[Data for this exercise — start]
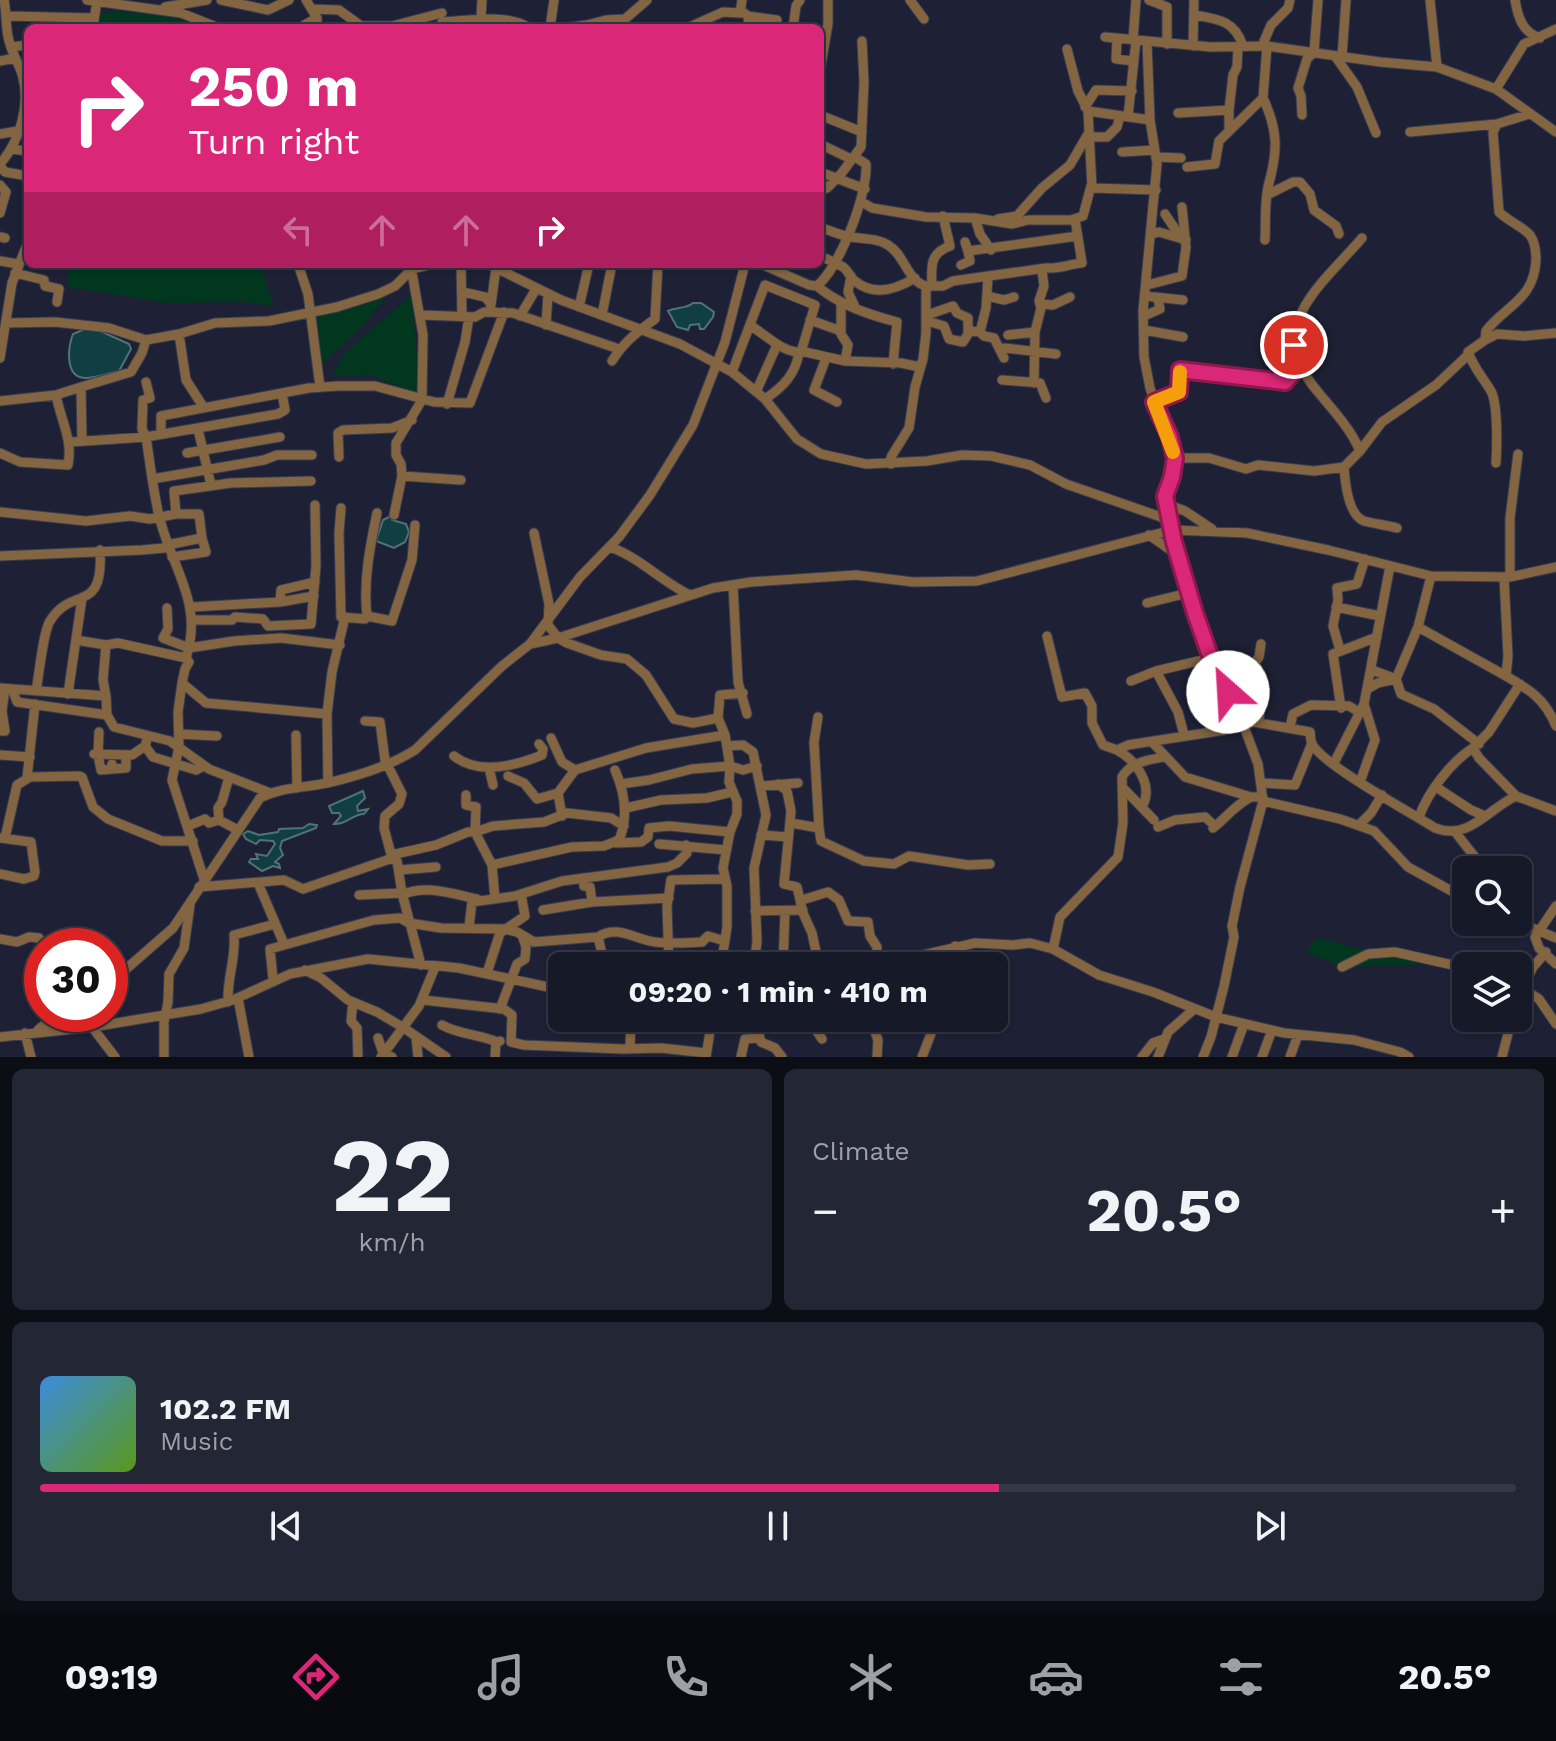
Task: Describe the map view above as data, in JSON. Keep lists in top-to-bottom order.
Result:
{
  "page": {
    "turn": ["250 m", "Turn right"],
    "limit": "30",
    "trip": "09:20 · 1 min · 410 m",
    "tile": [
      ["22", "km/h"],
      "Climate"
    ],
    "heat": ["−", "20.5°", "+"],
    "song": ["102.2 FM", "Music"],
    "tabs": ["09:19", "20.5°"]
  }
}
[Data for this exercise — finish]
» Exercise brief:
Drop every picture and repeat the rest of the entries exactly.

» Output for this exercise:
Task: Describe the map view above as data, in JSON. Keep lists in top-to-bottom order.
Result:
{
  "page": {
    "turn": ["250 m", "Turn right"],
    "limit": "30",
    "trip": "09:20 · 1 min · 410 m",
    "tile": [
      ["22", "km/h"],
      "Climate"
    ],
    "heat": ["−", "20.5°", "+"],
    "song": ["102.2 FM", "Music"],
    "tabs": ["09:19", "20.5°"]
  }
}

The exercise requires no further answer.